A local environmental group is concerned about the river otter population in the West Country and what it means for the fish that call the same small bodies of water home.
More and more river otters, big fish consumers, have been spotted in local rivers and lakes, says Friends of the Red Deer River Society, a grassroots watchdog group for watersheds around Central Alberta.
Alberta Fish and Wildlife introduced river otters, members of the weasel family, to the Clearwater division, specifically in the Eastern Slope streams, in the 1990s and continued to do so up until a few years ago, states the society.
This “short-sighted” act, said the society, is putting even more pressure on the small fisheries, especially trout, which are already vulnerable from poor water quality and illegal retention rates by anglers.
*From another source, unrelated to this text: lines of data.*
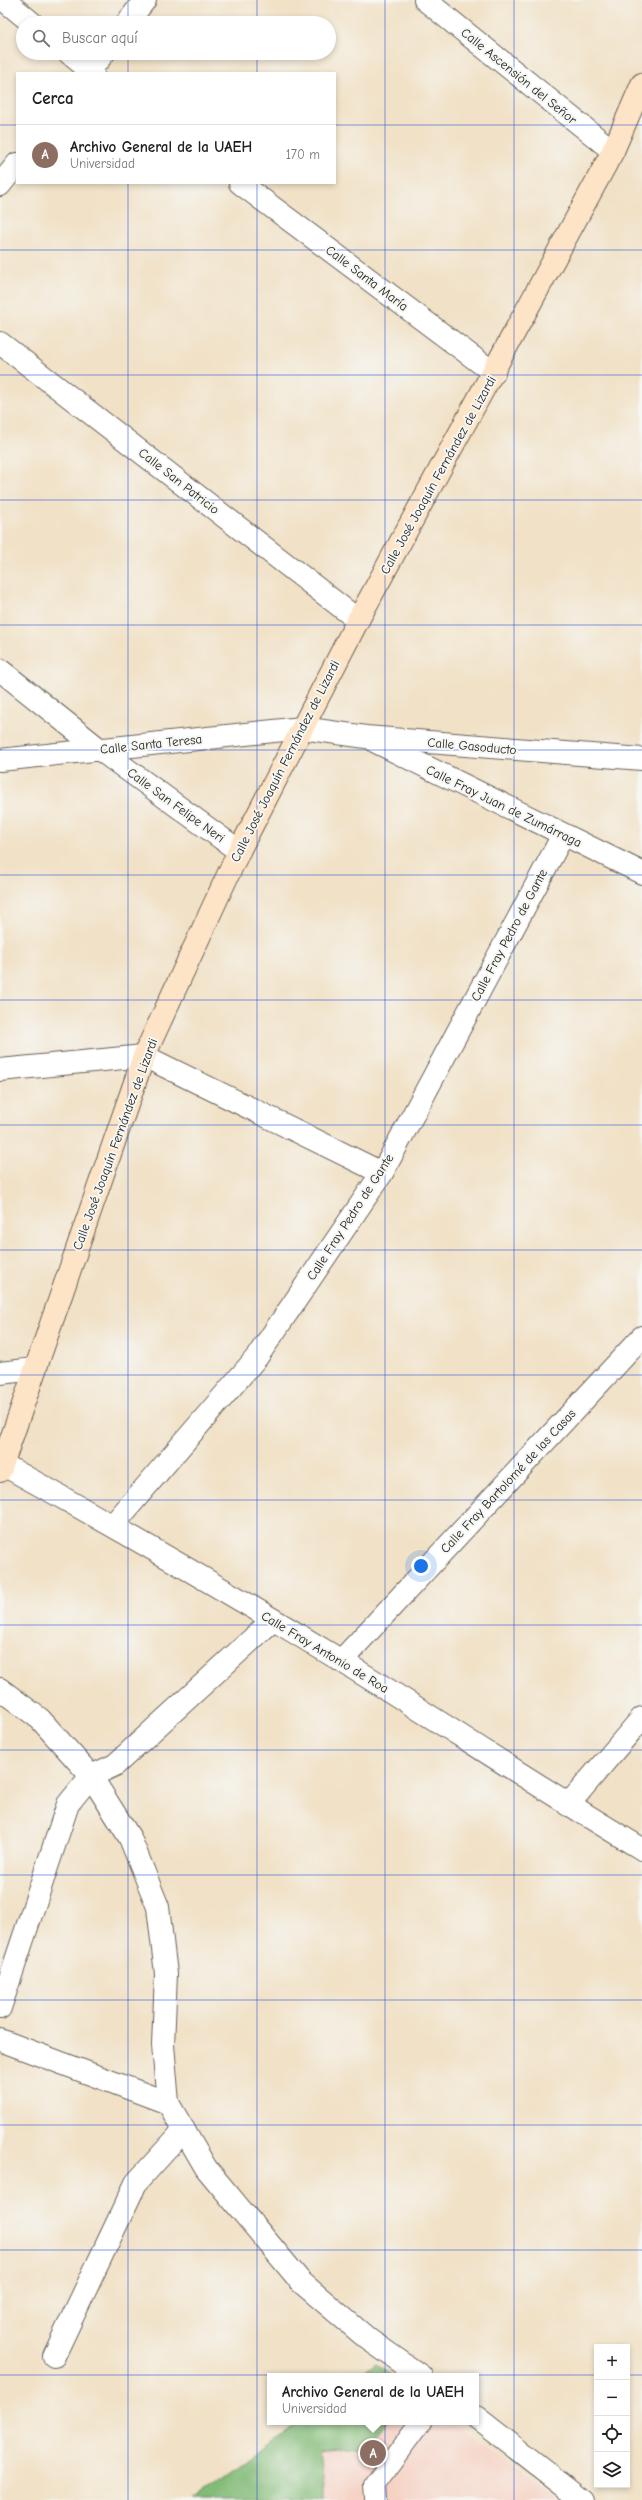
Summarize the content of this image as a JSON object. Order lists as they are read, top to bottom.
{
  "streets": {
    "street": [
      "Calle Ascensión del Señor",
      "Calle Santa María",
      "Calle José Joaquín Fernández de Lizardi",
      "Calle San Patricio",
      "Calle Santa Teresa",
      "Calle Gasoducto",
      "Calle San Felipe Neri",
      "Calle Fray Juan de Zumárraga",
      "Calle Fray Pedro de Gante",
      "Calle Fray Bartolomé de las Casas",
      "Calle Fray Antonio de Roa"
    ]
  },
  "crossings": [
    ["Calle Ascensión del Señor", "Calle José Joaquín Fernández de Lizardi"],
    ["Calle Santa María", "Calle José Joaquín Fernández de Lizardi"],
    ["Calle José Joaquín Fernández de Lizardi", "Calle San Patricio"],
    ["Calle José Joaquín Fernández de Lizardi", "Calle Santa Teresa"],
    ["Calle José Joaquín Fernández de Lizardi", "Calle Gasoducto"],
    ["Calle José Joaquín Fernández de Lizardi", "Calle San Felipe Neri"],
    ["Calle José Joaquín Fernández de Lizardi", "Calle Fray Antonio de Roa"],
    ["Calle Santa Teresa", "Calle Gasoducto"],
    ["Calle Santa Teresa", "Calle San Felipe Neri"],
    ["Calle Gasoducto", "Calle Fray Juan de Zumárraga"],
    ["Calle Fray Juan de Zumárraga", "Calle Fray Pedro de Gante"],
    ["Calle Fray Pedro de Gante", "Calle Fray Antonio de Roa"],
    ["Calle Fray Bartolomé de las Casas", "Calle Fray Antonio de Roa"]
  ],
  "page": {
    "search": "Buscar aquí",
    "heading": "Cerca",
    "list": [
      {
        "mark": "A",
        "name": "Archivo General de la UAEH",
        "note": "Universidad",
        "value": "170 m"
      }
    ],
    "map_buttons": ["+", "−"],
    "popup": ["Archivo General de la UAEH", "Universidad"],
    "pins": "A"
  }
}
Friends of the Red Deer River obtained freedom of information papers that show Fish and Wildlife transported otters largely from the Vermilion area to West Country lakes and streams in 1992, 1996 and again in 1999.
“This has turned into a big problem in what was already a volatile situation,” said Patrick Williams, a founding member of the society who has been fly fishing for more than 25 years.
“You have adult otters on small streams and the fish have nowhere to go but into the otters,” he said. “There is no natural predator present to control the otters so they’re prolific and they have been reproducing and spreading across the West Country.”
They’d like to see the otters trapped and their numbers reduced, said Williams.
Jim Allen, the head of game and priority species for Alberta’s Fish and Wildlife under the Department of Environment and Sustainable Resource Development, said they’re aware of the concerns in regards to the otters.
“We have been receiving an increased number of calls in regards to otters,” he said. “However, we’re finding the otter populations are not just increasing in the West Country but in many other areas as well.”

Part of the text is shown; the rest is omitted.